二、フェンリル



「下町は僕にとっては、庭のようなものさ」
 と、アゼルは言い、それを証明するかのように、彼はシュバルツ兄弟を色々な所に案内した。小さいが綺麗な噴水のある公園、安くておいしいパンを売っている店、果ては近所に棲む猫や犬の集会所まで……あげればきりがないくらい、彼は色々知っていた。
 カールとトーマは、時間ができると下町に行くようになった。すると示し合わせたかのように、アゼルは二人の前に姿を現す。そしていつしか、アゼルという少年の存在は、二人にとって特別なものになっていた。

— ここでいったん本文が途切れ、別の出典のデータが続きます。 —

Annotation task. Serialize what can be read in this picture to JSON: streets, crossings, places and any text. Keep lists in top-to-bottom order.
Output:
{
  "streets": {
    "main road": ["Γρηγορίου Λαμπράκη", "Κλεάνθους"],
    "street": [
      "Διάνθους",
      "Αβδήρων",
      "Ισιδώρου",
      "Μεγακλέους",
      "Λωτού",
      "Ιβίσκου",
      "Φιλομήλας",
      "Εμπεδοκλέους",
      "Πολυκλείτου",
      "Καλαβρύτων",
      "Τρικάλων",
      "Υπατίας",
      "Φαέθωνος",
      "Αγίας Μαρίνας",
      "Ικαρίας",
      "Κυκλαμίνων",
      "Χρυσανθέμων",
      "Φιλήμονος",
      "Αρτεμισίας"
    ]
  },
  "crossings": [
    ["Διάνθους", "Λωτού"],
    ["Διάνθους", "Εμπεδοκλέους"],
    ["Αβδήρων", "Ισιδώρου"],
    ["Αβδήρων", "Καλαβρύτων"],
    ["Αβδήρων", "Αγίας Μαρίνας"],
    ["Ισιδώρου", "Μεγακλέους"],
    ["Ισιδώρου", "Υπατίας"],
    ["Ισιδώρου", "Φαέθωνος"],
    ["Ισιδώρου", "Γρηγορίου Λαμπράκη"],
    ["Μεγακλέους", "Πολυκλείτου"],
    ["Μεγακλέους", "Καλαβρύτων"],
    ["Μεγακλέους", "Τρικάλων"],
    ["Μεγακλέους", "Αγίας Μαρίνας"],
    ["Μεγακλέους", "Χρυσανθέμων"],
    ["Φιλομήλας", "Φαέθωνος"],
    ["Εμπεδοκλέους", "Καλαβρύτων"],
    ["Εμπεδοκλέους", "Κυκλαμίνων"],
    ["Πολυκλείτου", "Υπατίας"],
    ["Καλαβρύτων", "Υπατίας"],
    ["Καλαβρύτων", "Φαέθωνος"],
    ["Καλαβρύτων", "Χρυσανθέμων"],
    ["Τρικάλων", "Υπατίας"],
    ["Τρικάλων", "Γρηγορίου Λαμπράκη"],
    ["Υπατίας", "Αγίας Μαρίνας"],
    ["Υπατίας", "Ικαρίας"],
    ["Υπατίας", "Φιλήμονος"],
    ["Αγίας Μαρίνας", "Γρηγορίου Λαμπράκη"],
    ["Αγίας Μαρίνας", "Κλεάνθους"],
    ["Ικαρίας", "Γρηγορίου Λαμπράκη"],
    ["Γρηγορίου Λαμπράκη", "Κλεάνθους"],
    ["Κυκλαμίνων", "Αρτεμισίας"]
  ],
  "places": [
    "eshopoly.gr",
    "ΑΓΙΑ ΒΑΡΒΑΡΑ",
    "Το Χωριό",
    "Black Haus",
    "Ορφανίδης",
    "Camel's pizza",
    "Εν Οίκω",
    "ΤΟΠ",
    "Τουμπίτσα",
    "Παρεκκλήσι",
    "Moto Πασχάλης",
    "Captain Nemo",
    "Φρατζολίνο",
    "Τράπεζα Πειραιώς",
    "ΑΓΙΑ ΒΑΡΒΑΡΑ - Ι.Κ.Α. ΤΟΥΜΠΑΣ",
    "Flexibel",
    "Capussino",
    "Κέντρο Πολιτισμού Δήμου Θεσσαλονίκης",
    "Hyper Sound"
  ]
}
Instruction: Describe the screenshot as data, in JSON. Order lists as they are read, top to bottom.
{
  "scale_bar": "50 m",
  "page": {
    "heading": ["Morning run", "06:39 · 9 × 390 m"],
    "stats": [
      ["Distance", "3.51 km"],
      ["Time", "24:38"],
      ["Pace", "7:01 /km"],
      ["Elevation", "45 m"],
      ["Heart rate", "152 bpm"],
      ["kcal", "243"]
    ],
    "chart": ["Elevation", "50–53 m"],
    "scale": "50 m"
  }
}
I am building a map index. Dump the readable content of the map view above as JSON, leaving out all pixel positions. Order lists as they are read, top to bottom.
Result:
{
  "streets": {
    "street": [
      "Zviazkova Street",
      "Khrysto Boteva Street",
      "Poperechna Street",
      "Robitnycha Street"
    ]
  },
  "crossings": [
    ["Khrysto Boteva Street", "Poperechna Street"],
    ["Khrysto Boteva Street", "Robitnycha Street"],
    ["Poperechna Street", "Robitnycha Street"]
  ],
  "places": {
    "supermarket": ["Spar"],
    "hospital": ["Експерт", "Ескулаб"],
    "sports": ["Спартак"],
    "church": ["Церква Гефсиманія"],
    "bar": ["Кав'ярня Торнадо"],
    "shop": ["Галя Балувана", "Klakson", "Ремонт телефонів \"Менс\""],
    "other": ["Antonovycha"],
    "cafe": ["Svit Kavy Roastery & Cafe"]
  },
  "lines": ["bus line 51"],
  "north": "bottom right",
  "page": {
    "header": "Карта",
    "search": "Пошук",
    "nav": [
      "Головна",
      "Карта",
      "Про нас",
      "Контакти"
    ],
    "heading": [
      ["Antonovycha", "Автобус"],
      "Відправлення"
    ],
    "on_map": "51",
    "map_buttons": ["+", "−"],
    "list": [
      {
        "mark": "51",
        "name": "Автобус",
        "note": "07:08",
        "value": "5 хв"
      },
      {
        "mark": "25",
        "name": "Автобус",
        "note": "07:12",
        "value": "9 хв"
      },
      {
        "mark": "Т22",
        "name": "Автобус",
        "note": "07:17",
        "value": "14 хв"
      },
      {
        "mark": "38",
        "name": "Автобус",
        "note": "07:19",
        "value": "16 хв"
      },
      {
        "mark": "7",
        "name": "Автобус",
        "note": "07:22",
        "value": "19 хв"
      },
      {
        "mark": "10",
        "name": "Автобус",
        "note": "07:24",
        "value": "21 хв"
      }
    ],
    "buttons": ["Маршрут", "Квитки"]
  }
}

 ある時、いつものように下町の一角で出会うと、碧水の双眸を持つ少年は言った。
「ねえ、カール、トーマ、これから僕の家にこない?」
「アゼルの家に? いいのか?」
 カールは遠慮がちに問うた。いままで色々な所に案内されてきたが、アゼルは自分の家のことは話ですらふれたことはなかったのである。何か理由があるのだろうと思い、カールも訊かなかったし、トーマも兄が訊かないのなら、とそれに倣っていた。  
 アゼルはにっこりと笑ってみせる。
「いいよ。二人なら、信用できるしね。ただし――」
 と、アゼルは声をひそめた。カールとトーマにしか聞きとれないくらい、小さな声だ。二人は、彼の言葉を正確に聞きとろうと身体を寄せる。他の者から見れば、いかにも密談といった光景だ。子供同士であるから、道行く大人たちには微笑ましい光景でしかなかったが。
 アゼルは口調にいたずらっぽいものを含ませた。
「これから僕の家で見ることは、誰にも言ってはいけないよ。勿論、ご両親にも。二人とも、約束できるかい?」
「ああ、約束する」
「はい、誰にも言いません」
 一体彼の家で何が見られるのだろうか。カールもトーマも何だか楽しくなってきた。
「よぉし、じゃあ、行こうか」
 アゼルも楽しそうである。兄弟は、導かれるままに街路を歩いていった。


 その家は、帝都のはずれにあった。大きな倉庫のある一軒家だ。
「さあ、着いたよ。ここがいまの僕の家さ」
「いまの?」
 耳ざといカールは、アゼルの言葉に敏感に反応した。トーマがアゼルを見上げる。
「アゼルさんは、別の所に住んでいたことがあるんですか?」
「ああ、そうだよ。というより、訳があって、いまは僕だけここに住んでいるんだ」
 アゼルの話によると、彼の母親と弟は帝都からだいぶ離れた所にある、小さな村に住んでいるという。ちなみに父親は二年程前に亡くなっている。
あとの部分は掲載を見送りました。